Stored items
== Segment start ==

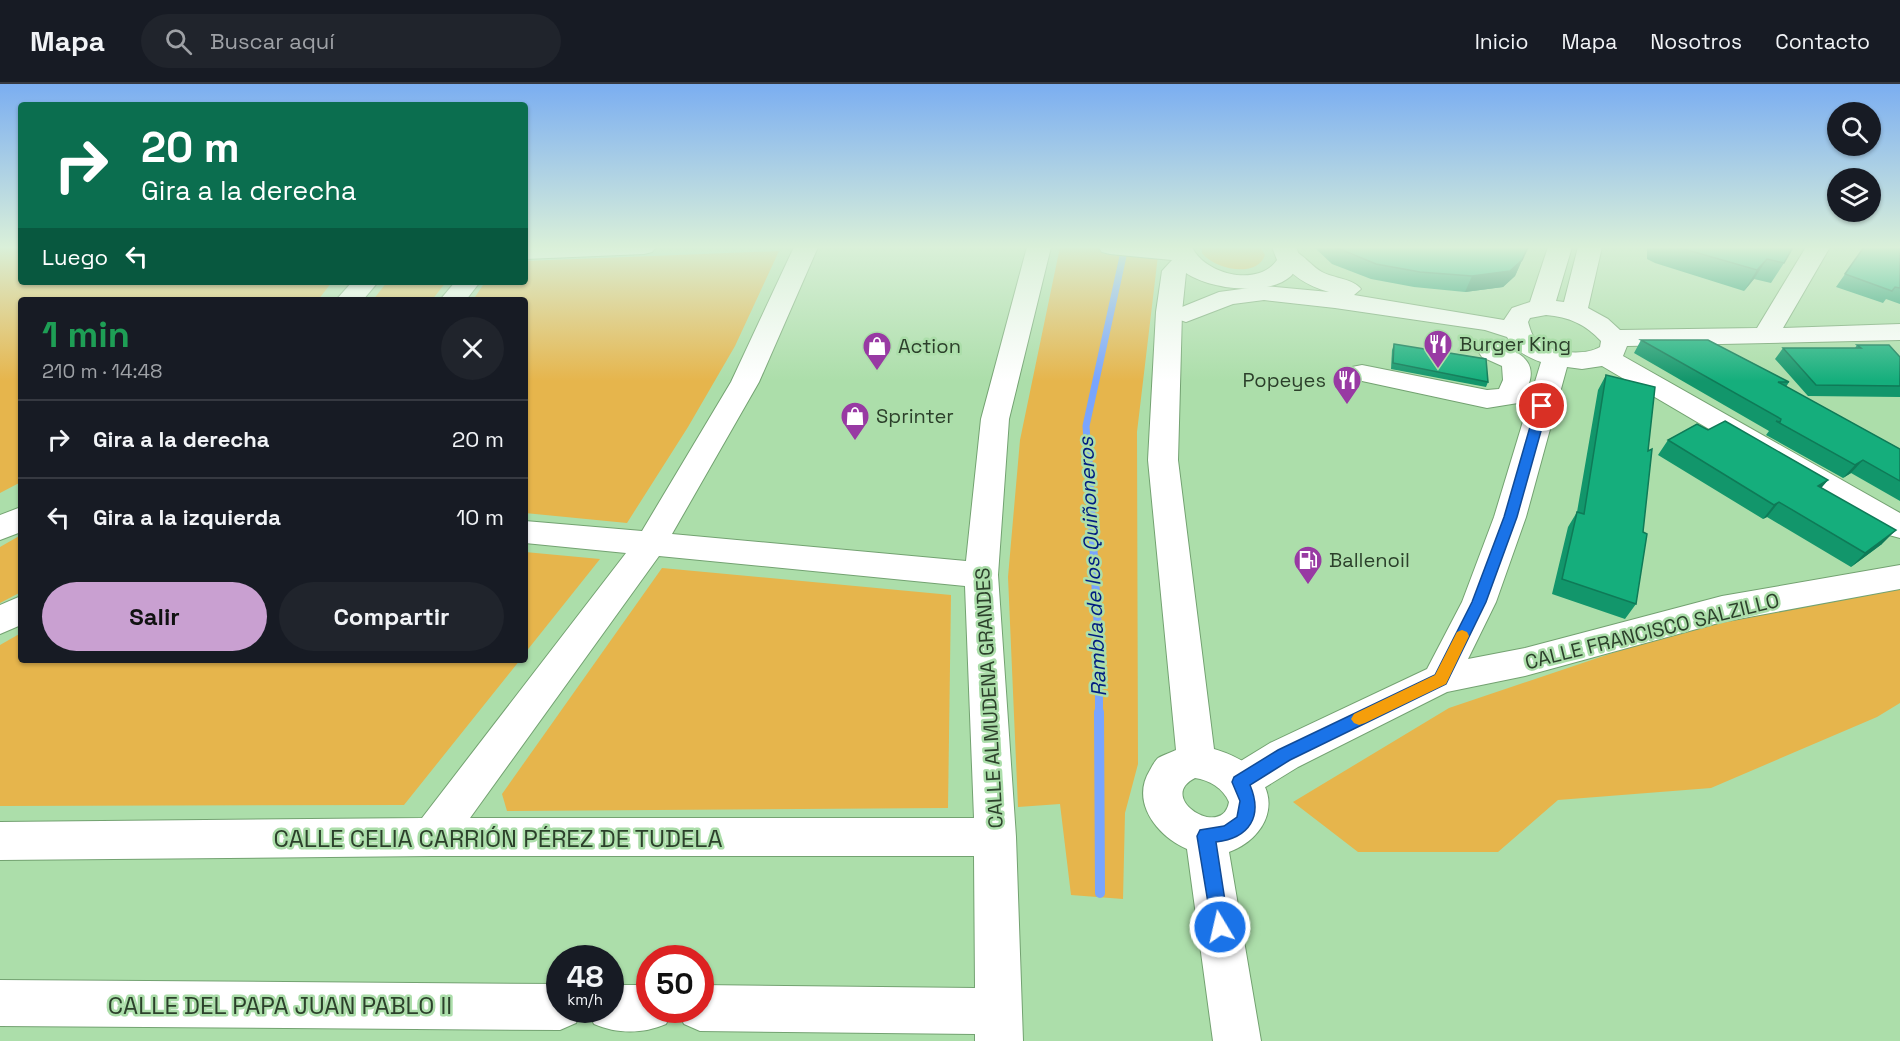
<!DOCTYPE html>
<html lang="es">
<head>
<meta charset="utf-8">
<style>
	body { margin:0; font-family:"Space Grotesk",sans-serif; background:#20242c; color:#f1f3f6; height:100vh; display:flex; flex-direction:column; font-size:22px; white-space:nowrap }
	* { box-sizing:border-box; margin:0 }
	p { font-size:20px; color:#9ea1a6 }
	.icon { flex:none; width:33px; height:33px; fill:none; stroke:currentColor; stroke-width:2; stroke-linecap:round; stroke-linejoin:round }
	.map { position:relative; flex:1; overflow:hidden }
	.details { position:absolute; left:18px; top:213px; width:510px; height:366px; display:flex; flex-direction:column; background:#171b24; border-radius:6px; box-shadow:0 2px 4px #0004 }
	.details>* { flex:none }
	.hud { position:absolute; left:18px; top:18px; width:510px; height:183px; border-radius:6px; box-shadow:0 2px 4px #0004; background:#0b6e4f; color:#fff; overflow:hidden }
	.buttons { position:absolute; left:1827px; top:18px; display:grid; gap:12px }
	.buttons a { display:grid; place-items:center; width:54px; height:54px; border-radius:50%; background:#171b24; box-shadow:0 2px 4px #0004; font-size:30px }
	.speed { position:absolute; left:546px; top:861px; display:flex; gap:12px; font-size:30px; font-weight:700; text-align:center }
	.speed>* { display:grid; place-content:center; width:78px; height:78px; border-radius:50%; background:#171b24; box-shadow:0 2px 4px #0004; line-height:1 }
	.speed small { font-size:15px; font-weight:400 }
	.speed .limit { border:9px solid #d22; background:#fff; color:#111 }
	.pin { position:absolute; display:grid; place-items:center; width:51px; height:51px; color:#fff; margin:-26px; border:3px solid #fff; border-radius:50%; box-shadow:0 2px 6px #0007 }
	.me { position:absolute; width:66px; margin:-33px; rotate:351deg; stroke-linejoin:round; filter:drop-shadow(0 0 4px #0008) }
	.turn { display:flex; align-items:center; gap:21px; height:126px; padding:0 24px; font-size:27px }
	.turn .icon { width:78px; height:78px; stroke-width:2.5 }
	.turn b { display:block; font-size:42px; line-height:51px }
	.then { display:flex; align-items:center; height:57px; padding:0 24px; background:#0003; gap:12px; font-size:22px }
	.round { display:grid; place-items:center; flex:none; width:63px; height:63px; border-radius:32px; background:#20242c }
	.summary { display:flex; align-items:center; justify-content:space-between; height:102px; padding:0 24px }
	h1 { font-size:36px; font-weight:700; line-height:45px; color:#1e9e55 }
	.action { display:flex; gap:12px; margin-top:auto; padding:12px 24px }
	.action a { flex:1; height:69px; border-radius:36px; background:#c9a0d1; color:#111; font-size:24px; font-weight:700; line-height:69px; text-align:center }
	.action a+a { background:#20242c; color:#f1f3f6 }
	ul { padding:0; list-style:none }
	li { display:flex; align-items:center; gap:18px; height:78px; padding:0 24px; border-top:2px solid #363941 }
	li div { flex:1 }
	li b { display:block; font-size:22px }
	li em { font-style:normal }
	header { display:flex; align-items:center; gap:36px; box-sizing:border-box; height:84px; padding:0 30px; background:#171b24; border-bottom:2px solid #363941 }
	header strong { font-size:28px }
	nav { display:flex; gap:33px; margin-inline-start:auto; font-size:21px }
	.search { width:420px; height:54px; background:#20242c; display:flex; align-items:center; gap:15px; box-sizing:border-box; padding:0 21px; border-radius:33px; color:#9ea1a6; font-size:22px }
	.map>svg:first-child { display:block }
	.green { fill:#e6b54c }
	.lines { fill:none; stroke-linecap:round; stroke-linejoin:round }
	.stream-far2 { stroke:#79a5fe; stroke-width:7 }
	.stream-far1 { stroke:#79a5fe; stroke-width:8 }
	.stream { stroke:#79a5fe; stroke-width:10 }
	.minor-casing { stroke:#73a271; stroke-width:2 }
	.major-casing { stroke:#73a271; stroke-width:2 }
	.minor { fill:#fff; fill-rule:evenodd }
	.major { fill:#fff; fill-rule:evenodd }
	.wall { fill:#12966b }
	.shaded-wall { fill:#0f7a57 }
	.building { fill:#15ae7c; stroke:#0f7a57; stroke-width:1.5 }
	.route { fill:#1a73e8; stroke:#114b97; stroke-width:1.5 }
	.slow { fill:#f59e0b }
	.labels { text-anchor:middle; dominant-baseline:central; stroke-width:5; stroke-linejoin:round; paint-order:stroke }
	.poi-label { font-size:20px; fill:#2c402b; stroke:#acdeaa; text-anchor:start }
	.street-label { font-size:20px; fill:#2c402b; stroke:#acdeaa }
	.water-label { font-size:21px; font-style:italic; fill:#001d82; stroke:#acdeaa }
	.near-street-label { font-size:24px; fill:#2c402b; stroke:#acdeaa }
</style>
</head>
<body>
<header>
<strong>Mapa</strong>
<div class="search"><svg class="icon" aria-label="search" viewBox="0 0 24 24"><circle cx="10" cy="10" r="6"/><path d="M15 15l6 6"/></svg>Buscar aquí</div>
<nav><a>Inicio</a><a>Mapa</a><a>Nosotros</a><a>Contacto</a></nav>
</header>
<div class="map">
<svg width="1900" height="957" viewBox="0 0 1900 957">
	<rect width="100%" height="100%" fill="#acdeaa"/>
	<g class="green">
		<polygon points="0,163 21,163 21,198 332,198 318,216 21,216 21,398 0,409"/>
		<polygon points="1060,163 1159,163 1137,348 1138,680 1125,729 1123,815 1071,811 1060,720 1018,723 1008,493 1020,356"/>
		<path d="M1202 163H1260L1265 171C1257 195 1214 185 1202 169Z"/>
		<polygon points="779,167 735,262 688,343 627,439 525,429 525,216 473,216 485,198 525,198 525,177"/>
		<polygon points="387,198 446,198 432,216 373,216"/>
		<polygon points="21,451 21,508 0,519 0,463"/>
		<polygon points="525,468 600,475 525,569"/>
		<polygon points="662,484 951,511 948,724 507,727 502,710"/>
		<polygon points="1900,505 1900,619 1877,633 1711,704 1558,716 1498,768 1358,768 1293,718 1449,624 1648,557 1752,528"/>
		<polygon points="21,549 21,576 520,576 404,721 0,722 0,561"/>
	</g>
	<g class="lines">
		<polyline class="stream-far2" points="1088,370 1086,342 1125,163"/>
		<polyline class="stream-far1" points="1088,368 1099,564 1099,630"/>
		<polyline class="stream" points="1099,628 1100,809"/>
		<g class="minor-casing">
			<g id="minor">
				<polygon points="525,163 656,163 652,168 644,170 525,175"/>
				<path d="M794 163H818L759 298 672 450 966 477 981 335 1027 163H1051L1009 335 998 491 1016 753 1023 957H975V950L700 947 684 940 677 926H700V901L975 904 974 772H432L0 776V738L422 734 626 469 525 459V437L642 447 731 298ZM659 472 965 502 974 734H470Z"/>
				<polygon points="1098,163 1180,163 1190,165 1194,170 1190,175 1182,177 1110,170 1102,168"/>
				<path d="M1548 163H1572L1556 217 1564 218 1578 163H1602L1588 224 1608 235 1620 246 1757 244 1806 163H1830L1783 244 1900 240V256L1627 262 1623 272 1900 429V454L1889 451 1602 282 1582 285 1567 283 1526 433 1496 518 1468 575 1525 564 1722 512 1900 481V505L1722 538 1525 592 1447 608 1298 683 1254 710 1240 715 1226 710 1220 698 1226 686 1270 659 1427 585 1462 518 1494 433 1541 278C1527 273 1514 266 1507 253L1485 246 1335 224 1264 216 1233 220 1186 238 1177 235 1173 230 1177 225 1219 208 1264 202 1329 208C1307 202 1290 191 1277 172L1281 167C1300 162 1306 179 1322 188 1333 194 1354 195 1361 205L1354 211 1504 236 1512 224 1530 218ZM1546 231C1569 233 1585 240 1601 257L1600 263C1583 273 1546 269 1533 252 1531 248 1529 242 1528 238L1530 234Z"/>
				<polygon points="352,198 378,198 363,216 336,216"/>
				<polygon points="455,198 480,198 466,216 440,216"/>
				<path d="M1491 259C1528 268 1544 284 1518 319L1487 324 1362 297 1352 295 1348 289 1352 283 1362 281 1487 306 1499 305 1503 296 1502 282 1482 273 1478 267 1482 261Z"/>
				<polygon points="21,423 21,448 0,456 0,431"/>
				<polygon points="21,512 21,541 0,550 0,521"/>
				<polygon points="0,896 560,900 560,926 582,926 576,939 560,946 0,942"/>
				<path d="M610 901H650V926H673L666 940C643 950 617 950 594 940L587 926H610Z"/>
			</g>
		</g>
		<g class="major-casing">
			<path id="major" d="M1168 163H1192C1204 190 1258 204 1277 176L1272 163H1296L1301 176C1298 181 1295 188 1291 192 1268 213 1209 205 1186 189L1182 228 1178 376 1214 665C1227 669 1241 674 1251 684 1284 714 1267 754 1229 768L1261 957H1213L1187 765C1157 752 1130 718 1150 686 1152 682 1155 677 1158 674 1163 671 1170 669 1176 666L1148 376 1156 228 1162 187 1173 175ZM1195 694C1209 696 1223 704 1229 718 1223 756 1155 714 1195 694Z"/>
		</g>
		<use href="#minor" class="minor"/>
		<use href="#major" class="major"/>
	</g>
	<g class="wall">
		<polygon points="1314,163 1528,163 1515,192 1503,203 1465,208 1414,203 1371,195 1332,180"/>
		<polygon points="1647,163 1793,163 1784,179 1771,199 1754,195 1744,207 1655,179 1647,175"/>
		<polygon points="1864,163 1900,163 1900,220 1886,215 1883,219 1836,203"/>
		<polygon points="1641,256 1789,298 1786,303 1900,365 1900,417 1851,389 1843,394 1766,351 1769,347 1634,269"/>
		<polygon points="1394,260 1488,298 1486,303 1391,285 1392,266"/>
		<polygon points="1857,261 1900,273 1900,313 1808,312 1775,275 1783,264 1855,264"/>
		<polygon points="1606,291 1648,367 1643,448 1636,520 1625,535 1552,510 1568,443 1577,428 1598,306"/>
		<polygon points="1708,346 1828,396 1821,404 1882,460 1851,483 1767,433 1763,435 1658,371 1668,356"/>
	</g>
	<g class="shaded-wall">
		<polygon points="1767,175 1754,195 1744,207 1757,186"/>
		<polygon points="1522,176 1515,192 1503,203 1465,208 1472,192"/>
		<polygon points="1863,376 1851,389 1843,394 1855,381"/>
		<polygon points="1828,396 1816,410 1818,402"/>
		<polygon points="1779,418 1767,433 1763,435 1774,421"/>
		<polygon points="1896,446 1882,460 1851,483 1865,469"/>
	</g>
	<g class="building">
		<polygon points="1335,163 1528,163 1522,176 1510,187 1472,192 1420,188 1376,180"/>
		<polygon points="1677,163 1793,163 1784,179 1767,175 1757,186"/>
		<polygon points="1864,163 1900,163 1900,204 1895,203 1892,207 1845,190"/>
		<polygon points="1641,256 1708,256 1789,298 1778,298 1900,365 1900,397 1863,376 1855,381 1776,337 1780,338 1781,335"/>
		<polygon points="1394,260 1486,275 1488,298 1393,279"/>
		<polygon points="1857,261 1889,261 1900,273 1900,302 1816,301 1783,264 1861,264"/>
		<polygon points="1606,291 1655,303 1648,367 1652,365 1643,448 1647,450 1636,520 1562,495 1577,428 1584,430"/>
		<polygon points="1725,337 1828,396 1818,402 1896,446 1865,469 1779,418 1774,421 1668,356 1697,340 1708,346"/>
	</g>
	<linearGradient id="sky" x2="0" y2="1"><stop stop-color="#7baef1"/><stop offset="0.55" stop-color="#daf0d9"/><stop offset="1" stop-color="#daf0d9" stop-opacity="0"/></linearGradient>
	<rect width="1900" height="297" fill="url(#sky)"/>
	<path class="route" d="M1542 318 1548 322 1517 433 1486 518 1446 600 1290 676 1250 701C1263 732 1250 754 1216 758L1229 843 1226 849 1220 852 1213 849 1197 752 1200 746 1224 742 1237 733 1240 717 1232 698 1234 693 1278 666 1435 591 1472 518 1504 433 1536 322Z"/>
	<polygon class="slow" points="1462,546 1467,548 1469,552 1446,600 1365,639 1359,641 1354,639 1351,635 1354,630 1435,591 1457,548"/>
	<defs>
		<g id="restaurant-pin" transform="scale(1.5)"><path d="M0 17L-7.5 6A9.5 9.5 0 1 1 7.5 6Z" fill="#983aa3" stroke="#acdeaa"/><path d="M-5-6h1v4h1v-4h1v4h1v-4h1v5L-1.5 .5V6h-2V.5L-5-1ZM5-6V6H3V1.5H1.5Q1.5-4 5-6Z" fill="#fff"/></g>
		<g id="shop-pin" transform="scale(1.5)"><path d="M0 17L-7.5 6A9.5 9.5 0 1 1 7.5 6Z" fill="#983aa3" stroke="#acdeaa"/><path d="M-5-2.5h2.3a2.7 3.5 0 0 1 5.4 0H5L5.5 6h-11ZM-1.5-2.5h3a1.5 2.3 0 0 0-3 0Z" fill="#fff"/></g>
		<g id="fuel-pin" transform="scale(1.5)"><path d="M0 17L-7.5 6A9.5 9.5 0 1 1 7.5 6Z" fill="#983aa3" stroke="#acdeaa"/><path d="M-5.5-6h7V0h2V4h1.3V-2.5L3-4.5l.8-.8L6-3V5H2.5V1h-1V6h-7ZM-4.2-4.7v3.2H.2V-4.7Z" fill="#fff"/></g>
	</defs>
	<g fill-rule="evenodd">
		<use href="#restaurant-pin" x="1438" y="260"/>
		<use href="#shop-pin" x="877" y="262"/>
		<use href="#restaurant-pin" x="1347" y="296"/>
		<use href="#shop-pin" x="855" y="332"/>
		<use href="#fuel-pin" x="1308" y="476"/>
	</g>
	<g class="labels">
		<g class="poi-label">
			<text x="1459" y="260">Burger King</text>
			<text x="898" y="262">Action</text>
			<text x="1326" y="296" text-anchor="end">Popeyes</text>
			<text x="876" y="332">Sprinter</text>
			<text x="1329" y="476">Ballenoil</text>
		</g>
		<g class="street-label">
			<text transform="translate(1652 547) rotate(-14)">CALLE FRANCISCO SALZILLO</text>
			<text transform="translate(989 614) rotate(-93)">CALLE ALMUDENA GRANDES</text>
		</g>
		<g class="water-label">
			<text transform="translate(1092 483) rotate(-93)">Rambla de los Quiñoneros</text>
		</g>
		<g class="near-street-label">
			<text x="498" y="754">CALLE CELIA CARRIÓN PÉREZ DE TUDELA</text>
			<text x="280" y="921">CALLE DEL PAPA JUAN PABLO II</text>
		</g>
	</g>
</svg>
<div class="buttons">
<a><svg class="icon" aria-label="search" viewBox="0 0 24 24"><circle cx="10" cy="10" r="6"/><path d="M15 15l6 6"/></svg></a>
<a><svg class="icon" aria-label="layers" viewBox="0 0 24 24"><path d="M12 4l9 5-9 5-9-5zM3 14l9 5 9-5"/></svg></a>
</div>
<div class="speed"><div>48<small>km/h</small></div><div class="limit">50</div></div>
<div class="pin" style="left:1542px;top:322px;background:#d93025"><svg class="icon" aria-label="arrive" viewBox="0 0 24 24"><path d="M6 21V4h12l-3 4 3 4H6"/></svg></div>
<svg class="me" style="left:1220px;top:843px" viewBox="-20 -20 40 40"><circle r="17" fill="#1a73e8" stroke="#fff" stroke-width="3"/><path d="M0-11L8 9 0 5-8 9z" fill="#fff"/></svg>
<div class="hud">
<div class="turn"><svg class="icon" aria-label="right" viewBox="0 0 24 24"><path d="M7 20v-9h11M14 6l5 5-5 5"/></svg><div><b>20 m</b>Gira a la derecha</div></div>
<div class="then">Luego<svg class="icon" aria-label="left" viewBox="0 0 24 24"><path d="M17 20v-9H6M10 6l-5 5 5 5"/></svg></div>
</div>
<section class="details">
<div class="summary"><div><h1>1 min</h1><p>210 m · 14:48</p></div><a class="round"><svg class="icon" aria-label="close" viewBox="0 0 24 24"><path d="M6 6l12 12M18 6L6 18"/></svg></a></div>
<ul>
<li><svg class="icon" aria-label="right" viewBox="0 0 24 24"><path d="M7 20v-9h11M14 6l5 5-5 5"/></svg><div><b>Gira a la derecha</b></div><em>20 m</em></li>
<li><svg class="icon" aria-label="left" viewBox="0 0 24 24"><path d="M17 20v-9H6M10 6l-5 5 5 5"/></svg><div><b>Gira a la izquierda</b></div><em>10 m</em></li>
</ul>
<div class="action"><a>Salir</a><a>Compartir</a></div>
</section>
</div>
</body>
</html>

== Segment end ==

== Exercise instructions ==
All that is wanted is each line, word for word, from the first line of the data to the one holding "position:relative; flex:1; overflow:hidden", with the pictures left out.

== Solution for this exercise ==
<!DOCTYPE html>
<html lang="es">
<head>
<meta charset="utf-8">
<style>
	body { margin:0; font-family:"Space Grotesk",sans-serif; background:#20242c; color:#f1f3f6; height:100vh; display:flex; flex-direction:column; font-size:22px; white-space:nowrap }
	* { box-sizing:border-box; margin:0 }
	p { font-size:20px; color:#9ea1a6 }
	.icon { flex:none; width:33px; height:33px; fill:none; stroke:currentColor; stroke-width:2; stroke-linecap:round; stroke-linejoin:round }
	.map { position:relative; flex:1; overflow:hidden }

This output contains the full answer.